Go through the material below and count the lines with the string "border"; the number is the whole answer.

━━━━━ GIVEN DATA ━━━━━

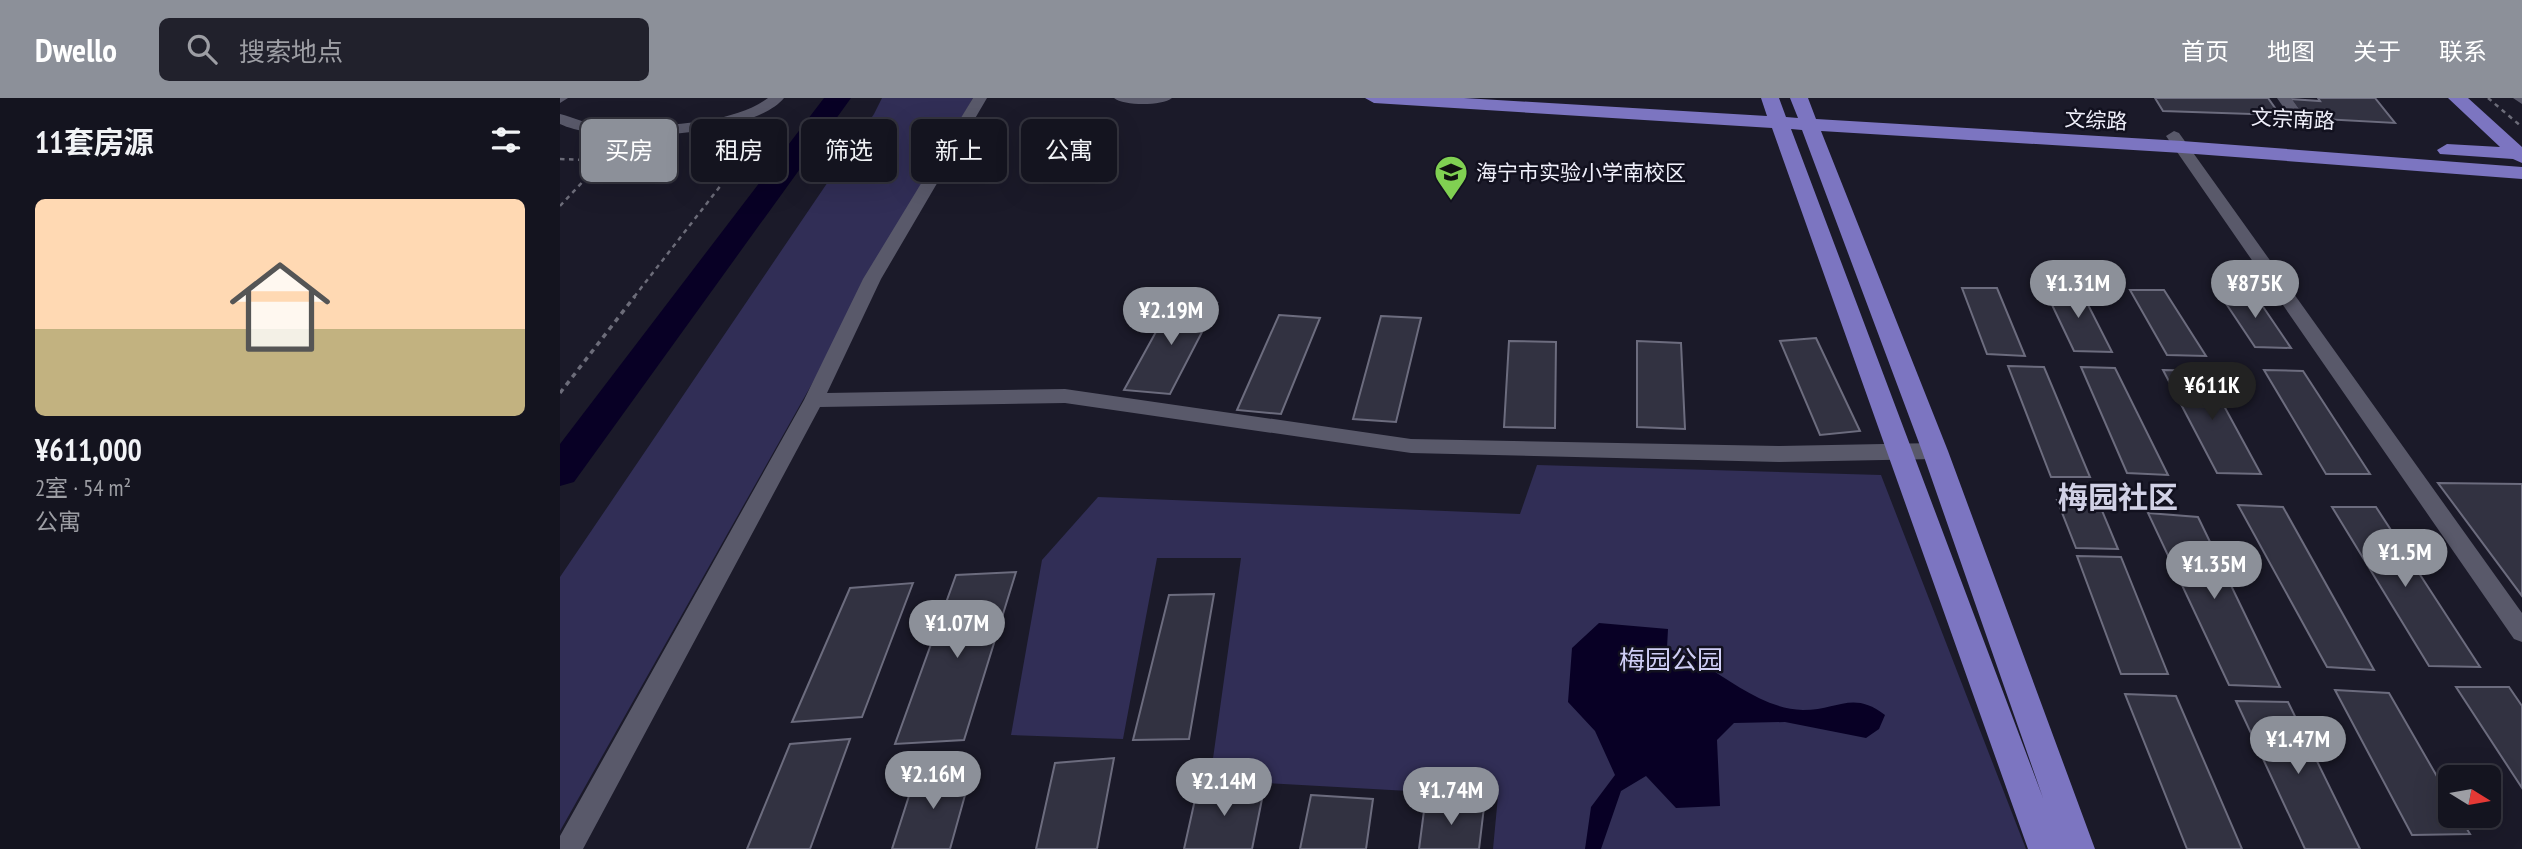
<!DOCTYPE html>
<html lang="zh">
<head>
<meta charset="utf-8">
<style>
  body { margin:0; font-family:"PT Sans Narrow","Noto Sans SC",sans-serif; background:#21212c; color:#f1f3f6; height:100vh; display:flex; flex-direction:column; font-size:26px; white-space:nowrap }
  * { box-sizing:border-box; margin:0 }
  p { font-size:23px; color:#9d9ea4 }
  .icon { flex:none; width:38px; height:38px; fill:none; stroke:currentColor; stroke-width:2; stroke-linecap:round; stroke-linejoin:round }
  .map { position:relative; flex:1; overflow:hidden }
  .drawer { display:flex; flex-direction:column; background:#14141f; width:560px }
  .drawer>* { flex:none }
  .top-card { position:absolute; left:21px; top:21px; width:665px; height:63px; display:flex; gap:14px }
  .needle { width:46px; rotate:101deg }
  .fabs { position:absolute; left:1878px; top:667px; display:grid; gap:14px }
  .fabs a { display:grid; place-items:center; width:63px; height:63px; border-radius:10px; background:#14141f; box-shadow:0 7px 28px #0002,0 0 0 2px #33333d; font-size:35px }
  .price { position:absolute; translate:-50% -60px; padding:0 16px; border-radius:24px; background:#8c9099; color:#fff; font-size:23px; line-height:46px; filter:drop-shadow(0 2px 4px #0008) }
  .price::after { content:''; position:absolute; left:50%; top:42px; width:21px; height:16px; margin-left:-10px; background:inherit; clip-path:polygon(0 0,100% 0,50% 100%) }
  .price.on { background:#222; color:#fff }
  ul { padding:0; list-style:none }
  li { display:grid; align-content:center; gap:14px; height:371px; padding:0 35px }
  li span { display:grid; place-items:center; height:217px; border-radius:10px; color:#555 }
  li>.icon { margin-inline-start:auto }
  span .icon { width:126px; height:126px; fill:#fffc; stroke-width:1 }
  li b { font-size:30px }
  h2 { display:flex; justify-content:space-between; align-items:center; height:84px; padding:0 35px; font-size:30px }
  .chip { padding:0 24px; border-radius:10px; background:#14141f; box-shadow:0 7px 28px #0002,0 0 0 2px #33333d; font-size:24px; line-height:63px }
  .chip.on { background:#8c9099; color:#fff }
  header { display:flex; align-items:center; gap:42px; box-sizing:border-box; height:98px; padding:0 35px; background:#8c9099; color:#fff }
  header strong { font-size:33px }
  nav { display:flex; gap:38px; margin-inline-start:auto; font-size:24px }
  .search { width:490px; height:63px; background:#21212c; display:flex; align-items:center; gap:18px; box-sizing:border-box; padding:0 24px; border-radius:10px; color:#9d9ea4; font-size:26px }
  main { display:flex; flex:1; min-height:0 }
  .map>svg:first-child { display:block }
</style>
</head>
<body>
<header>
<strong>Dwello</strong>
<div class="search"><svg class="icon" aria-label="search" viewBox="0 0 24 24"><circle cx="10" cy="10" r="6"/><path d="M15 15l6 6"/></svg>搜索地点</div>
<nav><a>首页</a><a>地图</a><a>关于</a><a>联系</a></nav>
</header>
<main>
<section class="drawer">
<h2>11套房源<svg class="icon" aria-label="filters" viewBox="0 0 24 24"><path d="M4 7h16M4 17h16"/><circle cx="9" cy="7" r="2"/><circle cx="15" cy="17" r="2"/></svg></h2>
<ul>
<li><span style="background:linear-gradient(#ffd9b3 60%,#c2b280 0)"><svg class="icon" aria-label="home" viewBox="0 0 24 24"><path d="M3 11l9-7 9 7M6 9v11h12V9"/></svg></span><div><b>¥611,000</b><p>2室 · 54 m²</p><p>公寓</p></div></li>
</ul>
</section>
<div class="map">
<svg width="1962" height="751" viewBox="0 0 1962 751">
  <rect width="100%" height="100%" fill="#1b1a29"/>
  <path fill="#312e56" d="M322,0H413L0,733V479L314,16Z
    M977,367L1321,377L1466,751H933L938,698L650,682L681,460H597L563,641L451,637L482,462L538,399L960,416Z"/>
  <path fill="#080025" d="M1039,525L1108,531L1107,550C1119,555 1131,559 1142,566C1173,584 1205,611 1243,612C1278,612 1293,592 1325,617L1319,631L1306,640L1225,624L1174,625L1157,642L1160,708L1116,710L1086,678L1061,693L1041,751H1025L1031,709L1055,677L1035,633L1008,604L1012,550Z"/>
  <g fill="none" stroke-linecap="round" stroke-linejoin="round">
    <path fill="#080025" fill-rule="evenodd" d="M264,0H291L14,384L0,388V346Z"/>
  </g>
  <path fill="#323241" stroke="#6c6c7e" stroke-width="2" d="M1595,0H1708L1720,17L1603,13Z
    M1758,0H1815L1835,25L1744,20L1730,1L1760,3Z
    M1402,190H1437L1465,258L1427,256Z
    M1484,190L1520,191L1552,254L1514,253Z
    M1570,192H1604L1646,258L1607,257Z
    M1693,194L1731,250L1695,249L1659,195Z
    M614,201L657,205L610,296L564,292Z
    M719,217L760,220L721,316L677,312Z
    M821,218L861,220L836,324L793,321Z
    M1256,240L1300,333L1260,337L1220,243Z
    M949,243L996,244L995,330L944,329Z
    M1077,243L1121,245L1125,331L1077,329Z
    M1448,268L1484,269L1530,379H1491Z
    M1521,269L1555,270L1608,377L1567,375Z
    M1603,272L1645,273L1701,376L1657,375Z
    M1704,272L1743,273L1810,376H1766Z
    M1878,385L1962,386V498Z
    M1497,402L1538,403L1558,451L1516,450Z
    M1678,407L1723,409L1814,572L1767,569Z
    M1772,409H1816L1920,569L1869,568Z
    M1588,415L1638,419L1720,589L1669,587Z
    M1517,458L1561,459L1608,576H1561Z
    M456,474L404,642L335,646L396,477Z
    M353,485L302,619L232,624L290,490Z
    M654,496L629,641L573,642L609,497Z
    M1896,589H1949L1962,608V690Z
    M1775,592L1829,595L1890,701V718H1899L1910,736L1852,737Z
    M1565,596L1616,598L1682,751H1627Z
    M1676,603L1728,604L1800,751H1745Z
    M290,641L250,751H187L230,646Z
    M554,660L537,751H476L495,665Z
    M412,672L390,751H332L356,676Z
    M638,688L704,691L692,751H624Z
    M751,697L813,701L806,751H740Z
    M865,705L924,709L919,751H859Z"/>
  <g fill="none" stroke-linecap="round" stroke-linejoin="round">
    <path stroke="#6c6c79" stroke-width="2.5" stroke-dasharray="4.5 4.5" stroke-linecap="butt" d="M1928,0L1962,29
      M0,61L51,63L80,49
      M0,108L57,47
      M74,199L207,28L200,29"/>
    <path stroke="#6c6c79" stroke-width="3.5" stroke-dasharray="5 5" stroke-linecap="butt" d="M0,295L75,198"/>
    <path fill="#59596a" fill-rule="evenodd" d="M0,0H8L0,5Z
      M208,0H224C192,39 43,47 0,26V16C13,19 23,25 37,26C84,30 170,29 208,0Z
      M413,0H427L321,181L267,295L505,291L851,341L1219,348L1375,345L1382,348L1385,353L1382,358L1375,361L1219,364L851,355L505,305L260,309L23,751H0V738L244,302L303,181Z
      M554,0H612C602,8 564,8 554,0Z
      M1717,0H1731L1743,17L1741,20H1731Z
      M1953,0H1962V6Z
      M1614,33L1619,35L1962,515V544L1954,541L1606,38Z"/>
    <path fill="#7c75c1" fill-rule="evenodd" d="M805,0H904L1207,18L1201,0H1219L1226,19L1238,20L1230,0H1248L1256,21L1622,43L1962,69V81L1622,55L1261,33L1388,353L1535,751H1468L1212,30L814,5ZM1231,31L1242,32L1362,353L1483,700Z
      M1888,0H1908L1962,49V65L1953,61L1880,56L1877,52L1887,46L1940,49Z"/>
  </g>
  <defs>
    <symbol id="school-pin" viewBox="-11 -11 22 30"><path d="M0 17L-7.5 6A9.5 9.5 0 1 1 7.5 6Z" fill="#80d052" stroke="#12111f"/><path d="M0-5L7-2L0 1L-7-2ZM-4 1L0 2.5L4 1V4Q0 6-4 4Z" fill="#111"/></symbol>
  </defs>
  <g fill-rule="evenodd">
    <use href="#school-pin" x="872" y="55" width="38" height="52"/>
  </g>
  <g text-anchor="middle" dominant-baseline="central" stroke-width="5" stroke-linejoin="round" paint-order="stroke">
    <g font-size="21" fill="#f0f0fb" stroke="#12111f">
      <text transform="translate(1733 21) rotate(3)">文宗南路</text>
      <text transform="translate(1536 22) rotate(3)">文综路</text>
    </g>
    <g font-size="21" fill="#f0f0fb" stroke="#12111f" text-anchor="start">
      <text x="916" y="74">海宁市实验小学南校区</text>
    </g>
    <g font-size="26" fill="#cfcef5" stroke="#12111f">
      <text x="1111" y="561">梅园公园</text>
    </g>
    <g font-size="30" font-weight="bold" fill="#d1d1e6" stroke="#12111f">
      <text x="1558" y="398">梅园社区</text>
    </g>
  </g>
</svg>
<div class="fabs">
<a><svg class="needle" viewBox="-14 -14 28 28"><path d="M0-13l5 13h-10z" fill="#e53935"/><path d="M0 13l5-13h-10z" fill="#9d9ea4"/></svg></a>
</div>
<b class="price" style="left:1518px;top:222px">¥1.31M</b>
<b class="price" style="left:1695px;top:222px">¥875K</b>
<b class="price" style="left:611px;top:249px">¥2.19M</b>
<b class="price on" style="left:1652px;top:324px">¥611K</b>
<b class="price" style="left:1845px;top:491px">¥1.5M</b>
<b class="price" style="left:1654px;top:503px">¥1.35M</b>
<b class="price" style="left:397px;top:562px">¥1.07M</b>
<b class="price" style="left:1738px;top:678px">¥1.47M</b>
<b class="price" style="left:373px;top:713px">¥2.16M</b>
<b class="price" style="left:664px;top:720px">¥2.14M</b>
<b class="price" style="left:891px;top:729px">¥1.74M</b>
<div class="top-card">
<a class="chip on">买房</a>
<a class="chip">租房</a>
<a class="chip">筛选</a>
<a class="chip">新上</a>
<a class="chip">公寓</a>
</div>
</div>
</main>
</body>
</html>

━━━━━

= THE ANSWER =
7